GOAL OF THE EXERCISE: Go through the data and report each line that holds the string "keys".

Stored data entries

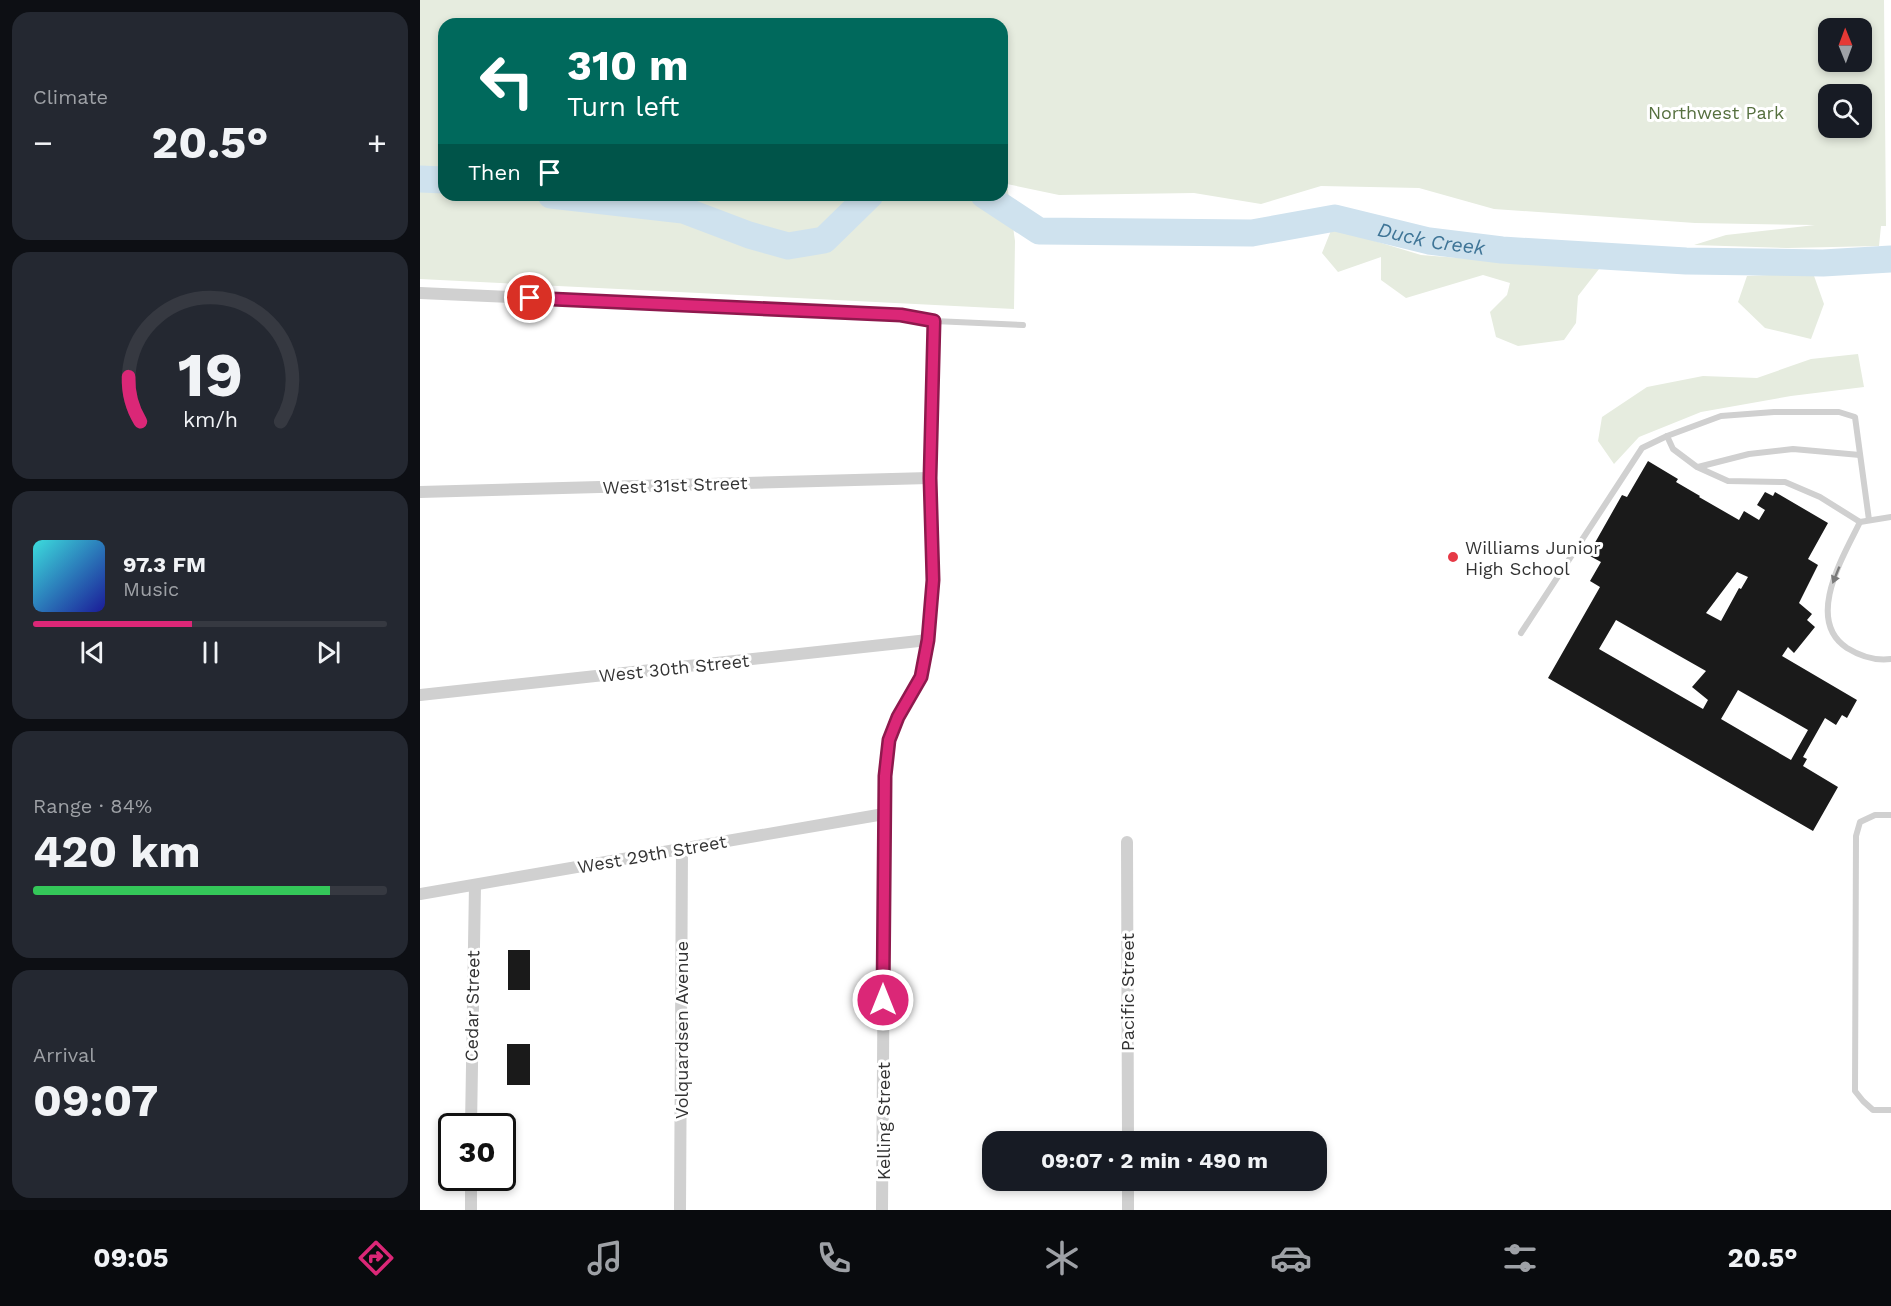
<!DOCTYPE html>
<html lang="en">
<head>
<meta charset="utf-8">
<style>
  body { margin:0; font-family:"Work Sans",sans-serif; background:#242831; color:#f1f3f6; height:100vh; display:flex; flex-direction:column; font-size:22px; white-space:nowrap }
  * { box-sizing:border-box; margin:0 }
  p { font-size:20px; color:#9ea1a6 }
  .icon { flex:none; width:33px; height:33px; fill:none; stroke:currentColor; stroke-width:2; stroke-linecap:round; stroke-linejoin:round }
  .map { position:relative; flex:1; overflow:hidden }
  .panel { display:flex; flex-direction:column; gap:12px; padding:12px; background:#0d0f14; width:420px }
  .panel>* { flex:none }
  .guide { position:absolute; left:18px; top:18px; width:570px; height:183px; border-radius:18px; box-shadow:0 3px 9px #0003; background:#00695c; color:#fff; overflow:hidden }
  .needle { width:39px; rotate:359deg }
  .fabs { position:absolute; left:1398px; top:18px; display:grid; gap:12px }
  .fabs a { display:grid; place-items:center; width:54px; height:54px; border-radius:12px; background:#171b24; box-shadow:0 3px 9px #0003; font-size:30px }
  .speed { position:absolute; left:18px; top:1113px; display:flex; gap:12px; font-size:30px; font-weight:700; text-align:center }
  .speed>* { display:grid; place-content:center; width:78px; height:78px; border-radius:50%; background:#171b24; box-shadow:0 3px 9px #0003; line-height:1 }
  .speed .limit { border:3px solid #111; border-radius:9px; background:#fff; color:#111 }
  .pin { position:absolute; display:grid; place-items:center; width:51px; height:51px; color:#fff; margin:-26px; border:3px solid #fff; border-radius:50%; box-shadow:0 2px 6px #0007 }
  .me { position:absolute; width:66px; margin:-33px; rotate:0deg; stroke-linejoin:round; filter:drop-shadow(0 0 4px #0008) }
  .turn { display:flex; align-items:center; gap:21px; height:126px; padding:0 30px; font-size:27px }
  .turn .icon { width:78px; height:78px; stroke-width:2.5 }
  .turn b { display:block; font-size:42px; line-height:51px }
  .then { display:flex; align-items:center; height:57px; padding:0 30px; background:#0003; gap:12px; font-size:22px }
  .big { font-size:45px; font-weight:700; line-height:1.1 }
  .panel .card { flex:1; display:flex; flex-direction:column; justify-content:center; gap:9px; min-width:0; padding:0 21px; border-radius:18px; background:#242831 }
  .panel .dial { align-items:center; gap:0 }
  .dial svg { height:156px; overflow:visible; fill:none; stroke:#363941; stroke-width:7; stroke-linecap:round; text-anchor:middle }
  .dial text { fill:#f1f3f6; stroke:none }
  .song { display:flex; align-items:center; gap:18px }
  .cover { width:72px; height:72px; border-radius:9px; background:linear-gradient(135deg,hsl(180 70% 55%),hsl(240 70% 35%)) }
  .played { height:6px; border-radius:3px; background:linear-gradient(90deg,#db2777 45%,#363941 45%) }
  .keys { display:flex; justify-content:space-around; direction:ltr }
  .heat { display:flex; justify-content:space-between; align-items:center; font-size:33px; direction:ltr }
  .charge { height:9px; border-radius:4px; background:linear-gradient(90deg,#34c759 84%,#363941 0) }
  .trip { position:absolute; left:562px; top:1131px; width:345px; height:60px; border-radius:18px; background:#171b24; box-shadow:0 3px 9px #0003; font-weight:700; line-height:60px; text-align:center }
  .dock { display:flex; height:96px; justify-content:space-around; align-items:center; background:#090b0e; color:#9ea1a6 }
  .dock .icon { width:42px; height:42px }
  .dock .active { color:#db2777 }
  .dock b { font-size:27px; color:#f1f3f6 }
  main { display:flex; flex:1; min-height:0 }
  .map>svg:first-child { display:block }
  .green { fill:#e6ecdf; fill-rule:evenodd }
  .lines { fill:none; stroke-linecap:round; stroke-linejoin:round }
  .river { stroke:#cfe2ee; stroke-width:27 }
  .building { fill:#1a1a1a; fill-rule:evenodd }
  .service { stroke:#d0d0d0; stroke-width:6 }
  .minor { stroke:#d0d0d0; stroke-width:12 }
  .oneway { fill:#7a7a7a }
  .route-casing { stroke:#8e194d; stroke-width:15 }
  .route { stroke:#db2777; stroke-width:10 }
  .poi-dot { fill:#e63946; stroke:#fff; stroke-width:2 }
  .labels { text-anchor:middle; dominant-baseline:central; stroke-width:6; stroke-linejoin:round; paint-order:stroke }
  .park-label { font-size:18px; fill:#56703f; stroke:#fff }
  .street-label { font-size:18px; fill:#333; stroke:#fff }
  .poi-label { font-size:18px; fill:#333; stroke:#fff; text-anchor:start }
  .water-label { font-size:20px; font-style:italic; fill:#3f7597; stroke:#fff }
</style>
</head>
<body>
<main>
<section class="panel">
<div class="card"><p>Climate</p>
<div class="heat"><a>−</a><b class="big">20.5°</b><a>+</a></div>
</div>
<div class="card dial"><svg viewBox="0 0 100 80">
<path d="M14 69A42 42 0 1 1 86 69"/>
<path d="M14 69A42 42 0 0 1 8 46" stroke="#db2777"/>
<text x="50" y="56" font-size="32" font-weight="700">19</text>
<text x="50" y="72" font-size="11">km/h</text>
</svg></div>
<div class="card">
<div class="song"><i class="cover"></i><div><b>97.3 FM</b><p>Music</p></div></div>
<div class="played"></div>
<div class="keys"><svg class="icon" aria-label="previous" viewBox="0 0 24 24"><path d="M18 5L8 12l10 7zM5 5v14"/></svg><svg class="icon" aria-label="pause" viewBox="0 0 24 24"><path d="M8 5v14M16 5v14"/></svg><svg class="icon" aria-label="next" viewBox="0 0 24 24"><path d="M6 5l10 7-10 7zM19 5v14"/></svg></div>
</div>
<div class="card"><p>Range · 84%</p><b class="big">420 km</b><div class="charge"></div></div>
<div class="card"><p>Arrival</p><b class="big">09:07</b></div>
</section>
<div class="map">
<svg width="1471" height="1210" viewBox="0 0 1471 1210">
  <rect width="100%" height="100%" fill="#fff"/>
  <!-- green -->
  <g class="green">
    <path d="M0 0H1464L1466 226H1461L1459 246 1367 248 1274 245 1306 235 1395 225 1275 223 1074 209 999 188 901 186 841 204 774 193 639 195 587 184 595 241 594 309 0 279ZM24 24H582V195H24ZM1408 28H1442V62H1408ZM1408 94H1442V128H1408Z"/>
    <polygon points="912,228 1001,255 1179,269 1158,296 1156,323 1144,340 1098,346 1076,337 1070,312 1087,295 1090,283 1063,275 986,298 961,280 961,257 918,272 902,253"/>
    <polygon points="1393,273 1404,304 1391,339 1345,328 1318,302 1327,276"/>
    <polygon points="1438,354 1444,387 1371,396 1281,412 1219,437 1194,464 1178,441 1182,417 1227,387 1283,376 1337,378 1391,359"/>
  </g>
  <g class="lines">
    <!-- river -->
    <g class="river">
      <polyline points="0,179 24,180"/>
      <polyline points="131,195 263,210 329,235 368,246 404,240 450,195"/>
      <path id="s1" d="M564 195 619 231 832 233 915 218 1009 241 1082 250 1266 261 1403 263 1471 259"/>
    </g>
  </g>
  <!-- building -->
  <g class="building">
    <path d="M1228 461 1258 479 1256 482 1280 496 1279 497 1319 520 1324 511 1339 520 1345 510 1337 505 1345 492 1353 496 1355 492 1408 523 1388 559 1398 565 1379 603 1392 614 1387 620 1395 627 1374 653 1368 647 1362 656 1437 700 1427 718 1422 715 1416 725 1405 718 1383 757 1387 759 1383 766 1418 787 1393 831 1128 678 1180 587 1170 581 1181 562 1168 555 1202 495 1207 497ZM1317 572 1328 577 1321 589 1319 588 1301 621 1286 613ZM1196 620 1286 671 1272 687 1288 700 1283 709 1179 649ZM1318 690 1388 730 1371 760 1301 719Z"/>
    <rect x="88" y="950" width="22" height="40"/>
    <rect x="87" y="1044" width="23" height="41"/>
  </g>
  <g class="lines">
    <!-- service -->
    <g class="service">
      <polyline points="514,321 603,325"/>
      <polyline points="1247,436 1253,449 1277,467 1308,481 1365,482 1400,497 1440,522 1471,517"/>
      <polyline points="1278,467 1329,454 1373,449 1440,455"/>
      <path d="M1440 522C1424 555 1384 620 1427 648 1440 656 1456 661 1471 659"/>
      <polyline points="1101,633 1222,448 1247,436 1301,416 1354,412 1419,412 1435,417 1449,520"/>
      <polyline points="1471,815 1455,815 1440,822 1436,836 1435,1091 1443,1101 1453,1110 1471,1110"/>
    </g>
    <!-- minor -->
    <g class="minor">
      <polyline points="0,293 481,315 514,321 509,478 513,580 508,640 501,677 478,716 469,740 465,776 462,1210"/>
      <polyline points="0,492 509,478"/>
      <polyline points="0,695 508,640"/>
      <polyline points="707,842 708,1142"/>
      <polyline points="0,894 464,814"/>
      <polyline points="51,1126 55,885"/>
      <polyline points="51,1178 51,1210"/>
      <polyline points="708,1180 708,1210"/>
      <polyline points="260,1210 262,849"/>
    </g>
  </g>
  <!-- one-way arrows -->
  <defs><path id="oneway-solid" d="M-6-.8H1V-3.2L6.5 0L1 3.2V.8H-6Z" transform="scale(1.5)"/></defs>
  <use class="oneway" href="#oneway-solid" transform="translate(1416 575) rotate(112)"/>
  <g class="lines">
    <!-- route casing -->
    <g class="route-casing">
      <polyline id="route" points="110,298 481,315 514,321 510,478 513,580 508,640 501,677 478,717 469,740 465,776 463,1000"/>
    </g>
    <!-- route -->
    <use href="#route" class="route"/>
  </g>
  <!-- markers -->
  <circle class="poi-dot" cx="1033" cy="557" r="6"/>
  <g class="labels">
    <!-- park labels -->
    <g class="park-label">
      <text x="1296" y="112">Northwest Park</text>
    </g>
    <!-- street labels -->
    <g class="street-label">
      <text transform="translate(255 485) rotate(-2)">West 31st Street</text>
      <text transform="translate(254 668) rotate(-6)">West 30th Street</text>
      <text transform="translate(232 854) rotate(-10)">West 29th Street</text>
      <text transform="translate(707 992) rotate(-90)">Pacific Street</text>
      <text transform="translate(52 1006) rotate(-89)">Cedar Street</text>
      <text transform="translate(261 1030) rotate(-90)">Volquardsen Avenue</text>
      <text transform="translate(463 1121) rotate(-90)">Kelling Street</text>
    </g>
    <!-- poi labels -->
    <g class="poi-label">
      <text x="1045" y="547">Williams Junior<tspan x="1045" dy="21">High School</tspan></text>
    </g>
    <!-- water labels -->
    <g class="water-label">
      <text stroke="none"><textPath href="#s1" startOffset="462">Duck Creek</textPath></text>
    </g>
  </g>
</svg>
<div class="fabs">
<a><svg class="needle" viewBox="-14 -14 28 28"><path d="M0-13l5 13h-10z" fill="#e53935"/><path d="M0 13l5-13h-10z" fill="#9ea1a6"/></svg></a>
<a><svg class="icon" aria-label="search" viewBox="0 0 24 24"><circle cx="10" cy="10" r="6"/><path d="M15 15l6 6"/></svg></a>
</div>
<div class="speed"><div class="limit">30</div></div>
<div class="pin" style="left:110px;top:298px;background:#d93025"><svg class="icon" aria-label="arrive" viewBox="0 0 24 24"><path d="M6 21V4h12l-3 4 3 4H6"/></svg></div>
<svg class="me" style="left:463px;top:1000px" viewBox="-20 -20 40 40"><circle r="17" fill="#db2777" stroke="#fff" stroke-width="3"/><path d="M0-11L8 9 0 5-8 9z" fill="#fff"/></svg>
<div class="trip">09:07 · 2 min · 490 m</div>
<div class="guide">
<div class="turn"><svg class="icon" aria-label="left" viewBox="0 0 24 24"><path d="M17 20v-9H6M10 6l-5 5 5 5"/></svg><div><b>310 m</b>Turn left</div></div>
<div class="then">Then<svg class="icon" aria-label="arrive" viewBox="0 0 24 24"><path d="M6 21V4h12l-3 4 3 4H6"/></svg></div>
</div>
</div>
</main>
<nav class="dock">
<b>09:05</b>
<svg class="icon active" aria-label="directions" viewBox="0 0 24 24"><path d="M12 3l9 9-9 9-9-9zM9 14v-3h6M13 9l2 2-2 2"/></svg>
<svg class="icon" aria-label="music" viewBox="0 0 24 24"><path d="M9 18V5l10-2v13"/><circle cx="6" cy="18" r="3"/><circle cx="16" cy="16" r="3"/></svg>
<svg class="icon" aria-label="phone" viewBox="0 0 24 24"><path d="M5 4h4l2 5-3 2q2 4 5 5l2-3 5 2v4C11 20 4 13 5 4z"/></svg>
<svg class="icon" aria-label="climate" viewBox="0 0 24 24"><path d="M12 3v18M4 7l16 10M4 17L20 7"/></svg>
<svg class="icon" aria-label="car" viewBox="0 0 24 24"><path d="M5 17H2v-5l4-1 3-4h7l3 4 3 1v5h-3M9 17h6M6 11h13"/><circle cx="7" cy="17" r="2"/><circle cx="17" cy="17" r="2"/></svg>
<svg class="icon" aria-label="filters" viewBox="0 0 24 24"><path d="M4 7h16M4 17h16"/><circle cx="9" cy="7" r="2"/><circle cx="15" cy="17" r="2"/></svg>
<b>20.5°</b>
</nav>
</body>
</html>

SOLUTION TO THE PROBLEM:
  .keys { display:flex; justify-content:space-around; direction:ltr }
<div class="keys"><svg class="icon" aria-label="previous" viewBox="0 0 24 24"><path d="M18 5L8 12l10 7zM5 5v14"/></svg><svg class="icon" aria-label="pause" viewBox="0 0 24 24"><path d="M8 5v14M16 5v14"/></svg><svg class="icon" aria-label="next" viewBox="0 0 24 24"><path d="M6 5l10 7-10 7zM19 5v14"/></svg></div>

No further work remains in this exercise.